I don’t think so. What the evidence shows (1) is that road-user charging, together with viable alternatives, will persuade us to use our cars a lot less, maybe even allow some of us to give them up altogether.
What alternatives are needed?
1. Quality conditions for walking and cycling. There is significant scope for modal switch. About half the journeys we make are under two miles and 75% less than five miles.
2. Embrace new technology. London is beginning to buzz with exciting alternatives to the car: freight delivery cycles, e-scooters, e-bikes, shared bicycles and pedicabs. Freight cycles have real potential. Research by the consultancy WSP has found that up to 14 per cent of vans could be replaced by cycle freight in London by 2025 (2). Electric bikes, too, have a lot of potential. They make cycling over longer distances and up hills so much more viable for many more people. There are also increasing opportunities to make use of shared transport.
3. Convenient, accessible and affordable public transport. I’m not sure any of it will work while London has its sky-high public transport fares. Cheap fares don’t require massive public subsidy.
Cheap fares can be financed in a number of ways: by using some of the money raised from road-user charging; by imposing a transport tax on big employers (as places like Paris already do), on the basis that their employees benefit from cheap fares; by introducing a small annual transport levy on our rates.

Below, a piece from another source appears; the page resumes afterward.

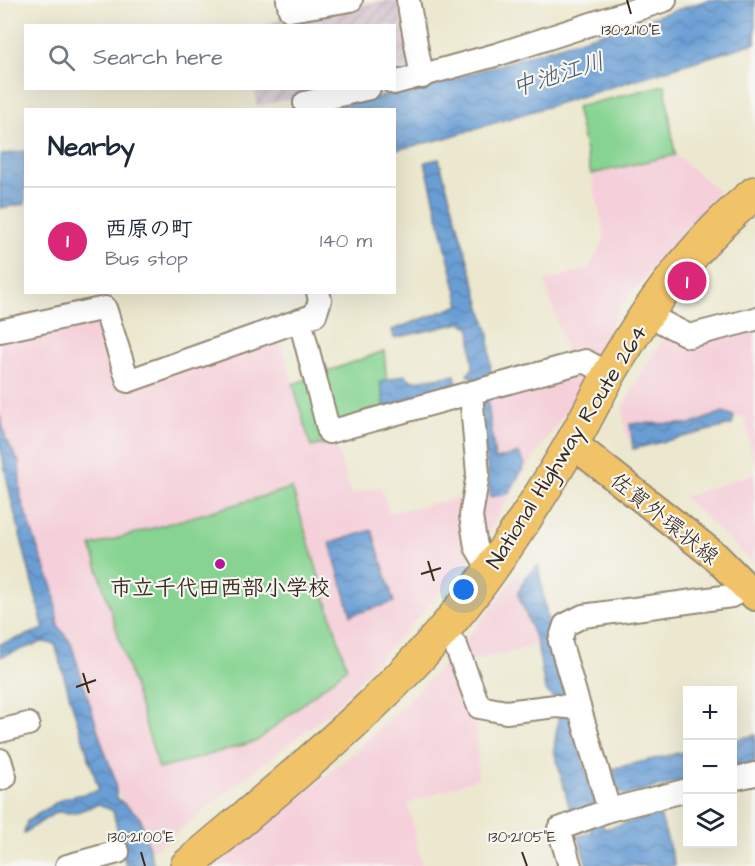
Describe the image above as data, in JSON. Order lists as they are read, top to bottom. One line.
{"streets":{"highway":["National Highway Route 264"],"main road":["佐賀外環状線"]},"crossings":[["National Highway Route 264","佐賀外環状線"]],"water":["中池江川"],"places":["市立千代田西部小学校"],"page":{"search":"Search here","heading":"Nearby","list":[{"mark":"1","name":"西原の町","note":"Bus stop","value":"140 m"}],"pins":"1","map_buttons":["+","−"]},"coordinates":["130°21'10\"E","130°21'00\"E","130°21'05\"E"]}
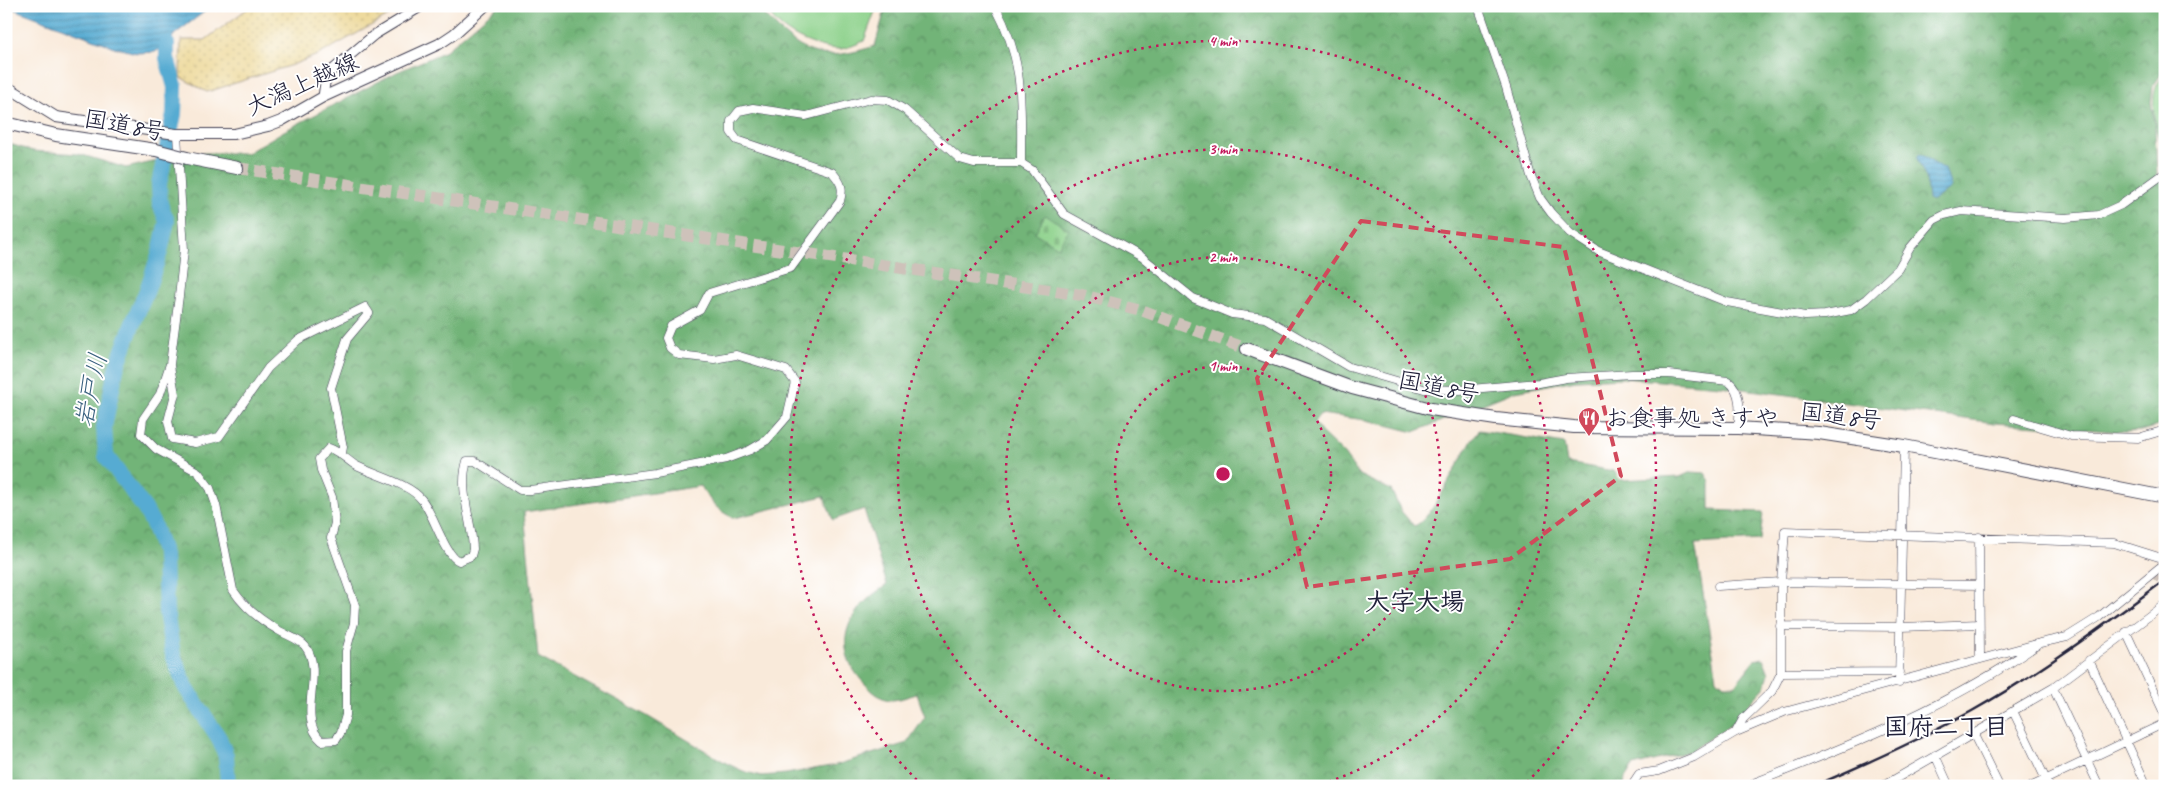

A number of European cities have introduced free public transport – places like Luxembourg, Tallinn and Dunkirk. Fare-free bus travel in Dunkirk has been a game-changer for a working class town that was culturally very attached to the car. One year on, bus trips are up 85%. Half of new bus users previously drove and one in ten new bus users have sold their second car.
Free or cheap, these sort of fare levels would mean that, even with a road-user charge in place, most of us would be forking out less to get about than we do today. Car use would fall. Congestion on the roads would be eased saving people who need cars and vans to do business time and money. If fare levels were sorted, London has the basic transport network in place to enable people to switch from car to bus, tram and train. It can lead the way in the UK. My belief is that a town or city would need a regulated bus network, such as we have in London, if road-user charging was to work. The road-user charge should be distance-based so that those who travel the most play the most.
There could be exemptions – disabled drivers, certainly. Maybe others as well – whatever it takes to make it fair.
One thing may make road-user charging inevitable. As electric vehicles become commonplace, fuel duty will begin to dry up. The Treasury will be looking for an alternative source of revenue. Good planning and housing policies would also help – so, for example, car-based new developments are avoided.
Now is the time to put together a scheme that works for everybody.